Wednesday, September 20, 2006

Cain and Abel

Apparently, when you add water to small children, it makes them do the opposite of what you tell them to. “Stop!” means “More!” “Don’t splash!” means “Cannonball!” “Don’t drink the water!” means “dive in such that you would be kicked out of Gideon’s Army!” Bath time can be a challenge. I think my grandmother’s plan of spraying us off in the driveway makes more sense. Getting clean is not on any boy’s agenda, so you have to trick them. Melissa has said, and I can vouch, “If I ever snap and lose it, it will be at bath time…”

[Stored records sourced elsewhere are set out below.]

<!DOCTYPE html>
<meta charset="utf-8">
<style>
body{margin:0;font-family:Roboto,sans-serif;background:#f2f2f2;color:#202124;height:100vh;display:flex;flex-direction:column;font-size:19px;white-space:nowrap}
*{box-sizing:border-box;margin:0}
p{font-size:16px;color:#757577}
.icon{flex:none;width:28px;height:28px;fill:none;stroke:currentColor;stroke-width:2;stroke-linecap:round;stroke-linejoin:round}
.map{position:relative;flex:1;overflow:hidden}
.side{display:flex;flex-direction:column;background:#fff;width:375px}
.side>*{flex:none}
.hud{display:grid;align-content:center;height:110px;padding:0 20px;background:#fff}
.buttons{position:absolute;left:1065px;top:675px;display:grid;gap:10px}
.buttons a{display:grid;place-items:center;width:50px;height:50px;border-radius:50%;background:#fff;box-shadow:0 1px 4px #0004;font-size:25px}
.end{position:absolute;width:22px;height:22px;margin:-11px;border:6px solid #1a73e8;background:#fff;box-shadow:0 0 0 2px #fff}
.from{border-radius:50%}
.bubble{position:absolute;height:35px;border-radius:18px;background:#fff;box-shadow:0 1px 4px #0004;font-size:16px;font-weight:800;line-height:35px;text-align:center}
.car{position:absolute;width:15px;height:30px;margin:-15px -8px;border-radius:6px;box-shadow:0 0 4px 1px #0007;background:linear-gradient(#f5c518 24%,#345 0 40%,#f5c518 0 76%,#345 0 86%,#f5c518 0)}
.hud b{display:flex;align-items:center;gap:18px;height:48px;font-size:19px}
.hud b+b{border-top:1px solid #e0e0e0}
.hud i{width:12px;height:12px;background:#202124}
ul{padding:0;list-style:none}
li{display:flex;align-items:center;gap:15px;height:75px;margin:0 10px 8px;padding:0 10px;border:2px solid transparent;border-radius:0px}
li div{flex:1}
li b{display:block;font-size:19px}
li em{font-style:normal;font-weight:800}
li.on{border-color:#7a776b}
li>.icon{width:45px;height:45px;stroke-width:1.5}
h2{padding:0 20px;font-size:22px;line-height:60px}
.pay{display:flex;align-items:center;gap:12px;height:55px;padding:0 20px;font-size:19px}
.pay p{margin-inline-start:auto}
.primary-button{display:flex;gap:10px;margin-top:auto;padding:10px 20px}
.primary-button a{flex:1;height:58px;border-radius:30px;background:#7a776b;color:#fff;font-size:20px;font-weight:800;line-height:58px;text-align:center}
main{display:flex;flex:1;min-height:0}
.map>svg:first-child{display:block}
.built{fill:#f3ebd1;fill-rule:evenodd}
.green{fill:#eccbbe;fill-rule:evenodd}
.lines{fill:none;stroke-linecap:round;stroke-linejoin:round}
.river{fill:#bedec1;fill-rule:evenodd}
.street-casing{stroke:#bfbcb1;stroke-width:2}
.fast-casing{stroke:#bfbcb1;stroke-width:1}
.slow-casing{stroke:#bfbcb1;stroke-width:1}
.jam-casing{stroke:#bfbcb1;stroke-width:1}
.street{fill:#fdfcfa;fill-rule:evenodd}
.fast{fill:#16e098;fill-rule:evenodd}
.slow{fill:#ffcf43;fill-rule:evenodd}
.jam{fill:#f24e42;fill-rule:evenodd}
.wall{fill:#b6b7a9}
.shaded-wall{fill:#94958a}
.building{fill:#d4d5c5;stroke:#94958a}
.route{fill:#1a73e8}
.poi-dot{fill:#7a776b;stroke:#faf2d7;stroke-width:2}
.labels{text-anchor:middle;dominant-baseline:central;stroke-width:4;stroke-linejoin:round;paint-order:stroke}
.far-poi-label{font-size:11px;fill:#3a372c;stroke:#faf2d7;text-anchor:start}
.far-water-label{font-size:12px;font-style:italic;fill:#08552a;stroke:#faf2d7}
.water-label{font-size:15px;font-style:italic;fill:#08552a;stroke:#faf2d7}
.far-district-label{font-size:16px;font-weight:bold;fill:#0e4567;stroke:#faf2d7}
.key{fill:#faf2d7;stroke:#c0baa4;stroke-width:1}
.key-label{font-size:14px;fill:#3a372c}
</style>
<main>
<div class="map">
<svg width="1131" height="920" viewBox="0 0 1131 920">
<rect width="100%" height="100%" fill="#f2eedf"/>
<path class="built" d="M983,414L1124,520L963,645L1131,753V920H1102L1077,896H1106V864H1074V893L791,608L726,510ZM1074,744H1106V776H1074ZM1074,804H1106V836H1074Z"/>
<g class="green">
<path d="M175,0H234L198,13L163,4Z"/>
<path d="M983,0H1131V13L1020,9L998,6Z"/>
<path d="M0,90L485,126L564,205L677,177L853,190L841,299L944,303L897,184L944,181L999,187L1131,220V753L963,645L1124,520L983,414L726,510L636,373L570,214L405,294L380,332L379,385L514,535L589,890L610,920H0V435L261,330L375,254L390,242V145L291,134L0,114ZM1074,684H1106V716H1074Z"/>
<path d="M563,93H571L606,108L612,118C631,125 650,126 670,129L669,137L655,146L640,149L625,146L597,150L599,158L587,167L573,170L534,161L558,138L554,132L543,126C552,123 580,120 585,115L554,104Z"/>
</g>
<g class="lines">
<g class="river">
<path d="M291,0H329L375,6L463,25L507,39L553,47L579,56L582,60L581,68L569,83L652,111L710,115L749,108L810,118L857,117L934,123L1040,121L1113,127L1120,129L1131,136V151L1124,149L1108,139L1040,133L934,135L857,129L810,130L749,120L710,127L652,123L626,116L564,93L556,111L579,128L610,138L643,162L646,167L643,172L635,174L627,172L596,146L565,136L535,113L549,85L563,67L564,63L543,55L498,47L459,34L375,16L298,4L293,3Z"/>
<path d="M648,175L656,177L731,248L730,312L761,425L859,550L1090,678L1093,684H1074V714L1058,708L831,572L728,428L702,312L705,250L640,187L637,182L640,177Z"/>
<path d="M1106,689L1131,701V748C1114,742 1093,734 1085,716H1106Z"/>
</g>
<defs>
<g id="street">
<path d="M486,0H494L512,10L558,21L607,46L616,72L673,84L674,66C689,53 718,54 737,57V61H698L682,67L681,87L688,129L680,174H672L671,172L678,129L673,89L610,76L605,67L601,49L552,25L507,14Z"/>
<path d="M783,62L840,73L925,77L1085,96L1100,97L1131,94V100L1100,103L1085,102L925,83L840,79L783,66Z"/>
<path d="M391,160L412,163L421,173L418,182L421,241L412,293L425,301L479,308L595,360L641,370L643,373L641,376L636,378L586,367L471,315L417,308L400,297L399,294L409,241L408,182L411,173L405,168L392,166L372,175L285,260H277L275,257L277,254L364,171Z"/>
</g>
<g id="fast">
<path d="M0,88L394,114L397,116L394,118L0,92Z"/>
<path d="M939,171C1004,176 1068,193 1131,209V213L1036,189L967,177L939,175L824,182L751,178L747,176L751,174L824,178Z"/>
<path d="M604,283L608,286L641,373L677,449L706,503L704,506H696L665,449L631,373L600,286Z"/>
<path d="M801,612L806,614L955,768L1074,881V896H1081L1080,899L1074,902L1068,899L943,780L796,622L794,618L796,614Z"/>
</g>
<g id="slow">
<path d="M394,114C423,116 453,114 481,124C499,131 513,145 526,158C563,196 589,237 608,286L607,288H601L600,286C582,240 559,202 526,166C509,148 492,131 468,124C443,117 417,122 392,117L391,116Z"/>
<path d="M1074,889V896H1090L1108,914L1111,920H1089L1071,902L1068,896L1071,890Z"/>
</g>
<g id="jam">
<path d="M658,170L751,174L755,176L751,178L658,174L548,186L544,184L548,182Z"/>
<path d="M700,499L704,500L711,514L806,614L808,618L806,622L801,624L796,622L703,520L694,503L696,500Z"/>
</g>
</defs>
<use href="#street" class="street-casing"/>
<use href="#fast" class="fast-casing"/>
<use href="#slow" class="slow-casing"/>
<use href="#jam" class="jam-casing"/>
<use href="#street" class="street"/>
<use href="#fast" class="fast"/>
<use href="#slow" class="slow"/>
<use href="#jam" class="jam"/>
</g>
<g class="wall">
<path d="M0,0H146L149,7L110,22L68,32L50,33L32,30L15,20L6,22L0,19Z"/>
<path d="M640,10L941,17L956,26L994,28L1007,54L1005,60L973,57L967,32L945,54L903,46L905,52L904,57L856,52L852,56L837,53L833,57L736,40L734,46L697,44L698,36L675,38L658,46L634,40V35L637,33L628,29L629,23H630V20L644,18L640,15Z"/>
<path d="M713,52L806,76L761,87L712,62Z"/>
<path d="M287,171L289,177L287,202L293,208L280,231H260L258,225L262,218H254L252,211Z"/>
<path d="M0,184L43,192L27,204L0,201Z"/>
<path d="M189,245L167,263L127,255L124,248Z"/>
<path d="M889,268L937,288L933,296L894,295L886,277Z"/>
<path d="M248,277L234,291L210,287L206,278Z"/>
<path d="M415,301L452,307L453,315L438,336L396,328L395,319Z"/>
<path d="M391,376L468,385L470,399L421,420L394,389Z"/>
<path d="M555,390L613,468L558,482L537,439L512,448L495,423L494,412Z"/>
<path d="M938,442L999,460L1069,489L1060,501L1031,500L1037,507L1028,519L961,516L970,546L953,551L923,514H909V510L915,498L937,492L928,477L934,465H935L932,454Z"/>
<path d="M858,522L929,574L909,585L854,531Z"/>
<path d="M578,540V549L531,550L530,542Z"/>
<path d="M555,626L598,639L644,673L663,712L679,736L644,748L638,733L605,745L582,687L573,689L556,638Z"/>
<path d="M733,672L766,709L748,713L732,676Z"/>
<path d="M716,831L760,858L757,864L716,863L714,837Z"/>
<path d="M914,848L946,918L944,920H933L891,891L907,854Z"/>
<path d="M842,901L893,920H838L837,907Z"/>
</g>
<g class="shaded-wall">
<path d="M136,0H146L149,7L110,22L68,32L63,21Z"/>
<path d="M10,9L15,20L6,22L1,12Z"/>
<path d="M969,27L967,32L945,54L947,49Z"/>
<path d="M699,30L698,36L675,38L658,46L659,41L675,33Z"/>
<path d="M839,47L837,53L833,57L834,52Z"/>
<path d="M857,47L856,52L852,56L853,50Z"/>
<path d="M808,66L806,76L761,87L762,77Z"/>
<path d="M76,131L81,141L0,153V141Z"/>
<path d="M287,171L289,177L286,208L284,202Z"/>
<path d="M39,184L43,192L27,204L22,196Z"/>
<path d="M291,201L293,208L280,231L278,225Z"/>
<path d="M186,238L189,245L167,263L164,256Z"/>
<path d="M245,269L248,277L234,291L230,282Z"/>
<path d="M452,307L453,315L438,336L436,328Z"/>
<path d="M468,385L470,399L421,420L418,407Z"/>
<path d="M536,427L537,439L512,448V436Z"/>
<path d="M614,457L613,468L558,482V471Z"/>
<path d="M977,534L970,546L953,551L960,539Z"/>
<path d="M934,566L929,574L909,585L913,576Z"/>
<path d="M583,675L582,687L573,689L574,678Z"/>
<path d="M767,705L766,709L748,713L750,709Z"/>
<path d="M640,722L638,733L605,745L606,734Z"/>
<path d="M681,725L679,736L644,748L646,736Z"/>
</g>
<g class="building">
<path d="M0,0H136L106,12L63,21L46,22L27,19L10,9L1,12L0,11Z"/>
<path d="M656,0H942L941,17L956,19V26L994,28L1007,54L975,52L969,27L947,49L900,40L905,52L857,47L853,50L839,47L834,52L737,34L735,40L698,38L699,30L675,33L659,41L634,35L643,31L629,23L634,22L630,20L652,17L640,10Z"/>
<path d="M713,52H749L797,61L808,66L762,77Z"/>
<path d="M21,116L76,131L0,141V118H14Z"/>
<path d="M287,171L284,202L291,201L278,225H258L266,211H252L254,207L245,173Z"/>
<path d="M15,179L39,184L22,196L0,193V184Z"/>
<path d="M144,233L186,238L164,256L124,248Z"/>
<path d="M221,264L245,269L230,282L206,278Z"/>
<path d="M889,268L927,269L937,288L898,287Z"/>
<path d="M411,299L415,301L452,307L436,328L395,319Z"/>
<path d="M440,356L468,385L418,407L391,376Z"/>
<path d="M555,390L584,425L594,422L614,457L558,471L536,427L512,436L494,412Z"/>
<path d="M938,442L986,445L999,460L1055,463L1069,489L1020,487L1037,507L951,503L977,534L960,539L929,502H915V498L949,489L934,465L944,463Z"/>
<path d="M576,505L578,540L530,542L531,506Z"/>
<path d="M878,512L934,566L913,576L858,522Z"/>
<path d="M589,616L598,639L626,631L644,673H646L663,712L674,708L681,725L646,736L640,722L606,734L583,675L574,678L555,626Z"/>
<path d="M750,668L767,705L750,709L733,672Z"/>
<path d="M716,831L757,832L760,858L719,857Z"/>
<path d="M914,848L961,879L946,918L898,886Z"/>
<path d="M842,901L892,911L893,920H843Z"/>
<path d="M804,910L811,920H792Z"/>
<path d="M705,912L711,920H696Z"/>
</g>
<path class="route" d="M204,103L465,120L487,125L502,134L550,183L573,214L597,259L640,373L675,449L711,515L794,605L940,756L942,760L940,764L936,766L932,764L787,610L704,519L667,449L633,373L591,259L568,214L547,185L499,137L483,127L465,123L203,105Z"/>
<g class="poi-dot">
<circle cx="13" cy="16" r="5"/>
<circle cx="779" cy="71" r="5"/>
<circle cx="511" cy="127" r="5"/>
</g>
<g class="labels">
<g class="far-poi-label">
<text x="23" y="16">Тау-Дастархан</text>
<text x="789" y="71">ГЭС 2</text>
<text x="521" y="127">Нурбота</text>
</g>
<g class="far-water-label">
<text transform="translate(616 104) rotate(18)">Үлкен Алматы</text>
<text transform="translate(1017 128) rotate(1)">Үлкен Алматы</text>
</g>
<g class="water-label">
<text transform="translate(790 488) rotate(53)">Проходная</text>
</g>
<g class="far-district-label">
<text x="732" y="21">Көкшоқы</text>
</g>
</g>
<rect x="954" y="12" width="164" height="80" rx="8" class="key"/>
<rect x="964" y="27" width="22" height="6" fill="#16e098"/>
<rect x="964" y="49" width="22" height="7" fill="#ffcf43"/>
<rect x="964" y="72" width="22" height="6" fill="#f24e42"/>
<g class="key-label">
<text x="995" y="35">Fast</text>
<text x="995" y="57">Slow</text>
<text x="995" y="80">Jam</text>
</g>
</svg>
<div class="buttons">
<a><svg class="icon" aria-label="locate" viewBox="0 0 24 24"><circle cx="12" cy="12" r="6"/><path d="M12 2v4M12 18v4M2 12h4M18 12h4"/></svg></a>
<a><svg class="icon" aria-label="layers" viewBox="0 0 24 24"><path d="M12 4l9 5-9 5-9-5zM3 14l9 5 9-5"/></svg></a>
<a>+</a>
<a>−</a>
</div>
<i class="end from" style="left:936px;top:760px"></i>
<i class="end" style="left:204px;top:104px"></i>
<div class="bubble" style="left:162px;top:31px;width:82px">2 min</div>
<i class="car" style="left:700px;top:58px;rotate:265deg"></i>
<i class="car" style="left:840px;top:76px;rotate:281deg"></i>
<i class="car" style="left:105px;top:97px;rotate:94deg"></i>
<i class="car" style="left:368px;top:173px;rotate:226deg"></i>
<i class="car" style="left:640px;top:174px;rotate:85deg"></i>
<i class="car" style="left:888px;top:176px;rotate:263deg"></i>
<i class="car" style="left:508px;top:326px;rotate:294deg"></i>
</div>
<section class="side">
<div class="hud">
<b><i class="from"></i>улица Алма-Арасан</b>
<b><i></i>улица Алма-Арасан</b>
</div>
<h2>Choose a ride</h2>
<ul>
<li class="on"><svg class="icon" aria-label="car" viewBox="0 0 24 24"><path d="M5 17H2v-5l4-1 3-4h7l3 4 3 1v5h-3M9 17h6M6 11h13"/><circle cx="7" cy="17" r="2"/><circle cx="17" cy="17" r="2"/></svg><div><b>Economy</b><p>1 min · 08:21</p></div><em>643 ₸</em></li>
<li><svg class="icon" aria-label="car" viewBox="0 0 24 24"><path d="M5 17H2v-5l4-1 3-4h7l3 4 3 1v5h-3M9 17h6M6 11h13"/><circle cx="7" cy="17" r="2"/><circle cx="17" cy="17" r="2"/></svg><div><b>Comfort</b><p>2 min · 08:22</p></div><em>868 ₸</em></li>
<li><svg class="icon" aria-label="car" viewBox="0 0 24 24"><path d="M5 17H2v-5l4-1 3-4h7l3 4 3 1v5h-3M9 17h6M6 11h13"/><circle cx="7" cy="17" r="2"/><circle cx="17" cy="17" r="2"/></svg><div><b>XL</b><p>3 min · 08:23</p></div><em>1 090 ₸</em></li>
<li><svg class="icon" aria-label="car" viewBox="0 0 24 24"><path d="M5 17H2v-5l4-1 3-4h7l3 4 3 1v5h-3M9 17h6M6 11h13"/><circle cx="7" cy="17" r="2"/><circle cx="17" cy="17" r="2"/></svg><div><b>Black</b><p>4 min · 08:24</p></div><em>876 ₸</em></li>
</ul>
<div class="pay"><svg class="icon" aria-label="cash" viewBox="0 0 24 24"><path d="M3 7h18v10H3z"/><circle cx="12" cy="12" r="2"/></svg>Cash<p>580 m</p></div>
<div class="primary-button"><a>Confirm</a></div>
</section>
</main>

One of the challenges of doing in-depth Bible study is that people think it is a G-rated book, or that the dominant figures in the Bible are supposed to be morality-tale good guys. I always say the Bible is brutally honest and that’s why so many people have a hard time with God. Straight talk is what we need, but it’s hard to see ourselves the way we really are. Jacob is a conniver. David is by turns violent and adulterous, distant and ineffective. I remember one preacher who said that you can see yourself in the three great patriarchs, and as the story went on, I was praying, “Lord, let me be like Isaac, or maybe Abraham, but not Jacob” because I knew Jacob was the one I resemble most. Joe apparently learned about Cain and Abel in school. It was interesting to see how as he told the story, that he and John were disturbed. Joe asked how did Cain kill Abel. I said, “maybe with a rock?” Joe broke the tension with a bit of humor, “That HAD to hurt.” Joe said that Cain’s sacrifice (he actually used that word) was not accepted because Abel kept sheep and God didn’t like vegetables. Now there is an example of contextual ministry; you could sense a new love for God! Maybe He will come down and stop me and Melissa from making the boys eat vegetables? Dare they dream?